Time and process of school response
Letting schools delay the student conduct process if a criminal investigation is occurring leads to an increase in emotional and psychological distress for survivors. Often, those students truly need timely responses after they report to their schools to feel supported and well enough to continue school. It makes it harder for someone to heal or cope if all the systems they are working with take a long time. The more responsive and action-orientated a school is, the more supported a survivor could feel during a traumatic period of their life. Criminal investigations can take months, if not years. Delaying student conduct processes would allow perpetrators to evade responsibility – they could perpetrate again. Additionally, allowing schools the option to use mediation in lieu of proper conduct hearings sends the message that sexual violence and harassment “aren’t that bad.” This is an unacceptable position in a world in which we know how painful experiences of sexual harassment and violence are.

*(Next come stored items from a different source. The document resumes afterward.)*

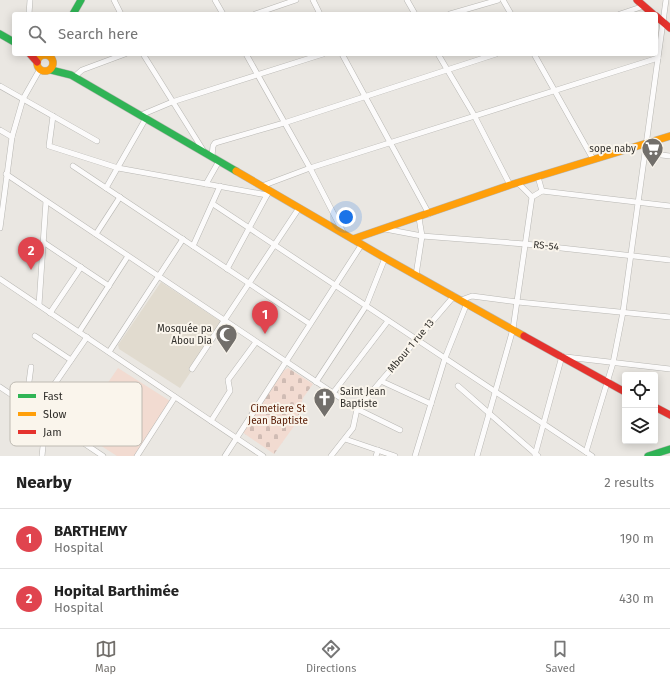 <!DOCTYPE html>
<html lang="en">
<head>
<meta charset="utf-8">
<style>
  body { margin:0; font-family:"Fira Sans",sans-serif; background:#f6f6f6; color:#222 }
  .controls { position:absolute; right:12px; bottom:12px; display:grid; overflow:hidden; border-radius:4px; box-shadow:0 2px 10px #0003 }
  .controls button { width:36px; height:36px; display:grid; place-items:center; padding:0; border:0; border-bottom:1px solid #e0e0e0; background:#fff; color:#222; font:20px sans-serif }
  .you { position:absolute; left:346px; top:217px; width:14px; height:14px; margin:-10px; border:3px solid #fff; border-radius:50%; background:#1a73e8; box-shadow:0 0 0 6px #1a73e833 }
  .badge { display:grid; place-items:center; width:26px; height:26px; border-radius:50%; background:#726f6b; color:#fff; font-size:13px; font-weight:700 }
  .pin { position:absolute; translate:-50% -33px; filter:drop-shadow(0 1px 2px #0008) }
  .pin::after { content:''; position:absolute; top:21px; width:14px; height:12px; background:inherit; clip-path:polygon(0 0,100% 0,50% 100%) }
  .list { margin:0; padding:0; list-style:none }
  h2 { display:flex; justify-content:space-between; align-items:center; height:52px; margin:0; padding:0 16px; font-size:17px }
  h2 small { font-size:13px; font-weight:400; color:#767676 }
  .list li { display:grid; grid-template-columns:26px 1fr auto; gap:12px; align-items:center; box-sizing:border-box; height:60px; padding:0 16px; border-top:1px solid #e0e0e0 }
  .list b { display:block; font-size:15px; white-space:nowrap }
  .list p { margin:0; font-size:13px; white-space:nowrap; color:#767676 }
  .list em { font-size:13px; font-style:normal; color:#767676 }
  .icon { flex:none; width:22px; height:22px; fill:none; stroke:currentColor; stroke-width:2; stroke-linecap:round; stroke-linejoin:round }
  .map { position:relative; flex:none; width:670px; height:456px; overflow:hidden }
  .search { position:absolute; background:#fff; box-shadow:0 2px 10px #0003; left:12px; right:12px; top:12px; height:44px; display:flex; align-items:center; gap:10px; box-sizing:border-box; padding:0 14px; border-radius:4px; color:#767676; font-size:15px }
  .sheet { height:172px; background:#fff }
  nav { display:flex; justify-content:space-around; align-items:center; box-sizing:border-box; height:56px; border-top:1px solid #e0e0e0; background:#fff; font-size:11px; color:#767676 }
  nav a { display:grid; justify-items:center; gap:2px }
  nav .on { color:#726f6b }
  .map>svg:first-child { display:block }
  .built { fill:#e1dbcf }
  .green { fill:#f2dbd1 }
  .cemetery { fill:url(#cemetery-stones) }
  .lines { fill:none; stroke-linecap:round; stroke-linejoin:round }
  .street-casing { stroke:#b8b7b3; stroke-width:6 }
  .fast-casing { stroke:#b8b7b3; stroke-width:8 }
  .slow-casing { stroke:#b8b7b3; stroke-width:8 }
  .jam-casing { stroke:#b8b7b3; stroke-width:8 }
  .street { stroke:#fcfbfb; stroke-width:5 }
  .fast { stroke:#30b455; stroke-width:7 }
  .slow { stroke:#ff9f0a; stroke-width:7 }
  .jam { stroke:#e5322d; stroke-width:7 }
  .labels { text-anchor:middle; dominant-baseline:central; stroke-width:4; stroke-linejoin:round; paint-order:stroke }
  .poi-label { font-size:10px; fill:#312f2b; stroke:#faf5ec; text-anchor:end }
  .street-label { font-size:10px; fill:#312f2b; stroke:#faf5ec }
  .park-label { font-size:10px; fill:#5c2009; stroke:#faf5ec }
  .key { fill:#faf5ec; stroke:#bebab2; stroke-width:1 }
  .key-label { font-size:11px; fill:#312f2b }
</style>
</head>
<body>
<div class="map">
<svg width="670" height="456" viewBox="0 0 670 456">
  <defs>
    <pattern id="cemetery-stones" width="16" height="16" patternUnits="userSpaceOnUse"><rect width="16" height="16" fill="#f2dbd1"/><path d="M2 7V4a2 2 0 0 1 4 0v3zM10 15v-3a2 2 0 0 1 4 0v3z" fill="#d0bcb4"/></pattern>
  </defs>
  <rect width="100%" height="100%" fill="#eae7e2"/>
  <!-- built -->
  <polygon class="built" points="161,282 223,323 180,388 119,349 118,345"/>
  <!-- green -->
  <polygon class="green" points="118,368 170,401 135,456 117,456 44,409 60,388 92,406"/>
  <!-- cemetery -->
  <polygon class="cemetery" points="288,368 313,384 303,398 297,422 274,454 242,432 283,371"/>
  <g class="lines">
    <defs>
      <g id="street">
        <polyline points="114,0 121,14"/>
        <polyline points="215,0 223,14"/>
        <polyline points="313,0 320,14"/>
        <polyline points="407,0 415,14"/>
        <polyline points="503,0 511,14"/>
        <polyline points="29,14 30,0"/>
        <polyline points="255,14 296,0"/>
        <polyline points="450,14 498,0"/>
        <polyline points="620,14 644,6"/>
        <polyline points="143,54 203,150"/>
        <polyline points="246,54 310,168 343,232"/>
        <polyline points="342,54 429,214"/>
        <polyline points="438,54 474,115 510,185"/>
        <polyline points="534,54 593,159"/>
        <polyline points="74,77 82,70 125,54"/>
        <polyline points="0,86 97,141"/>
        <polyline points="141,115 172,102 323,54"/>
        <polyline points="53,116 49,146 118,168 267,195"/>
        <polyline points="0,130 12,137"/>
        <polyline points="645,153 670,156"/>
        <polyline points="212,156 213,146 215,143 284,123 496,54"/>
        <polyline points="73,166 310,324"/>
        <polyline points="6,174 357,409 400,430"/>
        <polyline points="518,183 532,197"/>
        <polyline points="206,184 219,161"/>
        <polyline points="262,186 310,168 658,58"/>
        <polyline points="106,188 146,118"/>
        <polyline points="542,191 670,206"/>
        <polyline points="213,204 592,456"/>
        <polyline points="0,228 12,137 23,99 40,69"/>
        <polyline points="385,229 422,236 525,244 670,260"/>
        <polyline points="96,234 120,197"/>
        <polyline points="43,242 109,286"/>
        <polyline points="193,246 220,186"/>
        <polyline points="227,269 268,193"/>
        <polyline points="416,275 422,236 419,218"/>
        <polyline points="0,279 263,456"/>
        <polyline points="461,300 472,296 518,302 670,317"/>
        <polyline points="39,305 46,201"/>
        <polyline points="50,313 81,267"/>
        <polyline points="79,332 128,256"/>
        <polyline points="35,336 71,360"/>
        <polyline points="109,352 183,239"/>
        <polyline points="566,357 670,369"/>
        <polyline points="192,369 299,208"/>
        <polyline points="381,381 431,404"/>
        <polyline points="316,382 366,306 385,258"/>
        <polyline points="458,386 538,456"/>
        <polyline points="0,387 103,456"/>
        <polyline points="333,393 388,321"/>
        <polyline points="26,404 31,367"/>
        <polyline points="36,411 87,337"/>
        <polyline points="211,421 230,391 228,380 256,342"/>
        <polyline points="345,439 395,456"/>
        <polyline points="586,452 613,363 623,312 666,0"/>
        <polyline points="535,455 562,356"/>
        <polyline points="42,456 46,417"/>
        <polyline points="137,456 175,397"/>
        <polyline points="225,456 362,244"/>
        <polyline points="331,456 353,428 357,409 454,296"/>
        <polyline points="376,456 378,450"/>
        <polyline points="415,456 445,358 467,303"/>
        <polyline points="477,456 513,329 532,197 542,191 538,177"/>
      </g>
      <g id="fast">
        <polyline points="73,14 81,0"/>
        <polyline points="0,34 14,42"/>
        <polyline points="51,70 71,75 236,171"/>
        <polyline points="648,456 670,449"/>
      </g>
      <g id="slow">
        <circle cx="45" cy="63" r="8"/>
        <polyline points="236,171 385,258 524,336"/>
        <polyline points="353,239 510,185 670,136"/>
      </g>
      <g id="jam">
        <polyline points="637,0 653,14"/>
        <polyline points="656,16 670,28"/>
        <polyline points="30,54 37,62"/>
        <polyline points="524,336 625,392"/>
        <polyline points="655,407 670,415"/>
      </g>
    </defs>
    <!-- street casing -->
    <use href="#street" class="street-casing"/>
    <!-- fast casing -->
    <use href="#fast" class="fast-casing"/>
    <!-- slow casing -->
    <use href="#slow" class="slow-casing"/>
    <!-- jam casing -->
    <use href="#jam" class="jam-casing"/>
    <!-- street -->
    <use href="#street" class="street"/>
    <!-- fast -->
    <use href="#fast" class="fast"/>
    <!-- slow -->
    <use href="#slow" class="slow"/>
    <!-- jam -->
    <use href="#jam" class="jam"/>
  </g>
  <!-- icons -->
  <defs>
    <symbol id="supermarket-pin" viewBox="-11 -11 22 30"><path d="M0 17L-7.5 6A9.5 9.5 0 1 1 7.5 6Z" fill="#726f6b" stroke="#faf5ec"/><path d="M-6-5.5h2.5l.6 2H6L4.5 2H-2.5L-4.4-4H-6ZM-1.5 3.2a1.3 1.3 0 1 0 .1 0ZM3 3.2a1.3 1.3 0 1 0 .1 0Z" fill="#fff"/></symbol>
    <symbol id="mosque-pin" viewBox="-11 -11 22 30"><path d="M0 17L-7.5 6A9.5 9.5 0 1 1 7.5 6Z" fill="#726f6b" stroke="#faf5ec"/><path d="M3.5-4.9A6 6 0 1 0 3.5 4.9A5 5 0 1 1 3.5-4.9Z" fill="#fff"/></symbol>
    <symbol id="church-pin" viewBox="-11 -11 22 30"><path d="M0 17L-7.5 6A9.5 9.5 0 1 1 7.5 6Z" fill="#726f6b" stroke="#faf5ec"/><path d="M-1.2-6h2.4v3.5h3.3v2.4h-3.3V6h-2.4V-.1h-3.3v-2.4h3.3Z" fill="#fff"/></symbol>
  </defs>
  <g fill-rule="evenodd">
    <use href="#supermarket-pin" x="640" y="136" width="25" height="34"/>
    <use href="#mosque-pin" x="214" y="322" width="25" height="34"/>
    <use href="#church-pin" x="312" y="386" width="25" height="34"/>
  </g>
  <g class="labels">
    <!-- poi labels -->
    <g class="poi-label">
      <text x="636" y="149">sope naby</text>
      <text x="212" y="329">Mosquée pa<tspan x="212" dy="12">Abou Dia</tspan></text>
      <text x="340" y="392" text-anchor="start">Saint Jean<tspan x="340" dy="12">Baptiste</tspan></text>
    </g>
    <!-- street labels -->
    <g class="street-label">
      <text transform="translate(546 246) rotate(6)">RS-54</text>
      <text transform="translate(411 346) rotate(-50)">Mbour 1 rue 13</text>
    </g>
    <!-- park labels -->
    <g class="park-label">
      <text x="278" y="409">Cimetiere St<tspan x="278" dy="12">Jean Baptiste</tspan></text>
    </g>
  </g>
  <!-- legend -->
  <rect x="10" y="382" width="132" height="64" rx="6" class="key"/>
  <rect x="18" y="394" width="18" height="4" fill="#30b455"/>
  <rect x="18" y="412" width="18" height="4" fill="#ff9f0a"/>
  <rect x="18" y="430" width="18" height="4" fill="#e5322d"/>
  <g class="key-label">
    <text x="43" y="400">Fast</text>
    <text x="43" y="418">Slow</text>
    <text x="43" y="436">Jam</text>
  </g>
</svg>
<div class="controls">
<button><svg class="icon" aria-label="locate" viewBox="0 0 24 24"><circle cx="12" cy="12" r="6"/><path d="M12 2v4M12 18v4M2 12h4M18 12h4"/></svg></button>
<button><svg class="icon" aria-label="layers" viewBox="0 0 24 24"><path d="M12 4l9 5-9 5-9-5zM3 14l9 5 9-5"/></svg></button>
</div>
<div class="you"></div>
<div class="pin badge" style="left:265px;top:334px;background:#e0444e">1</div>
<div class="pin badge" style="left:31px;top:270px;background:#e0444e">2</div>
<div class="search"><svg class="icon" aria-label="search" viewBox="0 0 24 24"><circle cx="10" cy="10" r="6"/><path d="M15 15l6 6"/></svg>Search here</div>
</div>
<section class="sheet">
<h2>Nearby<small>2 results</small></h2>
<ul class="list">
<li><span class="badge" style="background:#e0444e">1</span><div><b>BARTHEMY</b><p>Hospital</p></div><em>190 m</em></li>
<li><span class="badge" style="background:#e0444e">2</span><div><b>Hopital Barthimée</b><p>Hospital</p></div><em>430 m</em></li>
</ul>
</section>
<nav>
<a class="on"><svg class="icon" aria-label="map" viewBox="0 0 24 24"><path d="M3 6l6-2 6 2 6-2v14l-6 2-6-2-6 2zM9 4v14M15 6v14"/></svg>Map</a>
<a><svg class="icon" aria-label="directions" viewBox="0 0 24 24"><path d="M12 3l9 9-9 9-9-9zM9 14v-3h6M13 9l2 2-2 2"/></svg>Directions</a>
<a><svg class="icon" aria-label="saved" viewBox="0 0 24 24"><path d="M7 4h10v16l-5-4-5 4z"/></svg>Saved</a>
</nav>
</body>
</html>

Every day, we see why Title IX is important. Title IX creates options for survivors and helps them continue their education. Title IX ensures that schools have policies and procedures in place to hold perpetrators accountable and provides safer learning communities. With a broad and inclusive interpretation of Title IX, we are telling all victims that we believe them, that their responses are valid, and that it’s okay to need time and support after experiencing trauma. If we cut back on Title IX and give schools the ability to discriminate through weakened protections, we are telling survivors that they alone have to suffer the consequences of someone’s harmful actions and that their education is unimportant. We let perpetrators continue to harm others in our communities and target people who are vulnerable and the least protected by systems.
In honor of all the survivors we are privileged to work with, we ask that you do not make Title IX systems more difficult to navigate and more unresponsive to survivors’ rights and needs. Please consider the ways in which the proposed regulations would take us in the wrong direction as a society. Everyone should be invested in safer and more caring campus communities.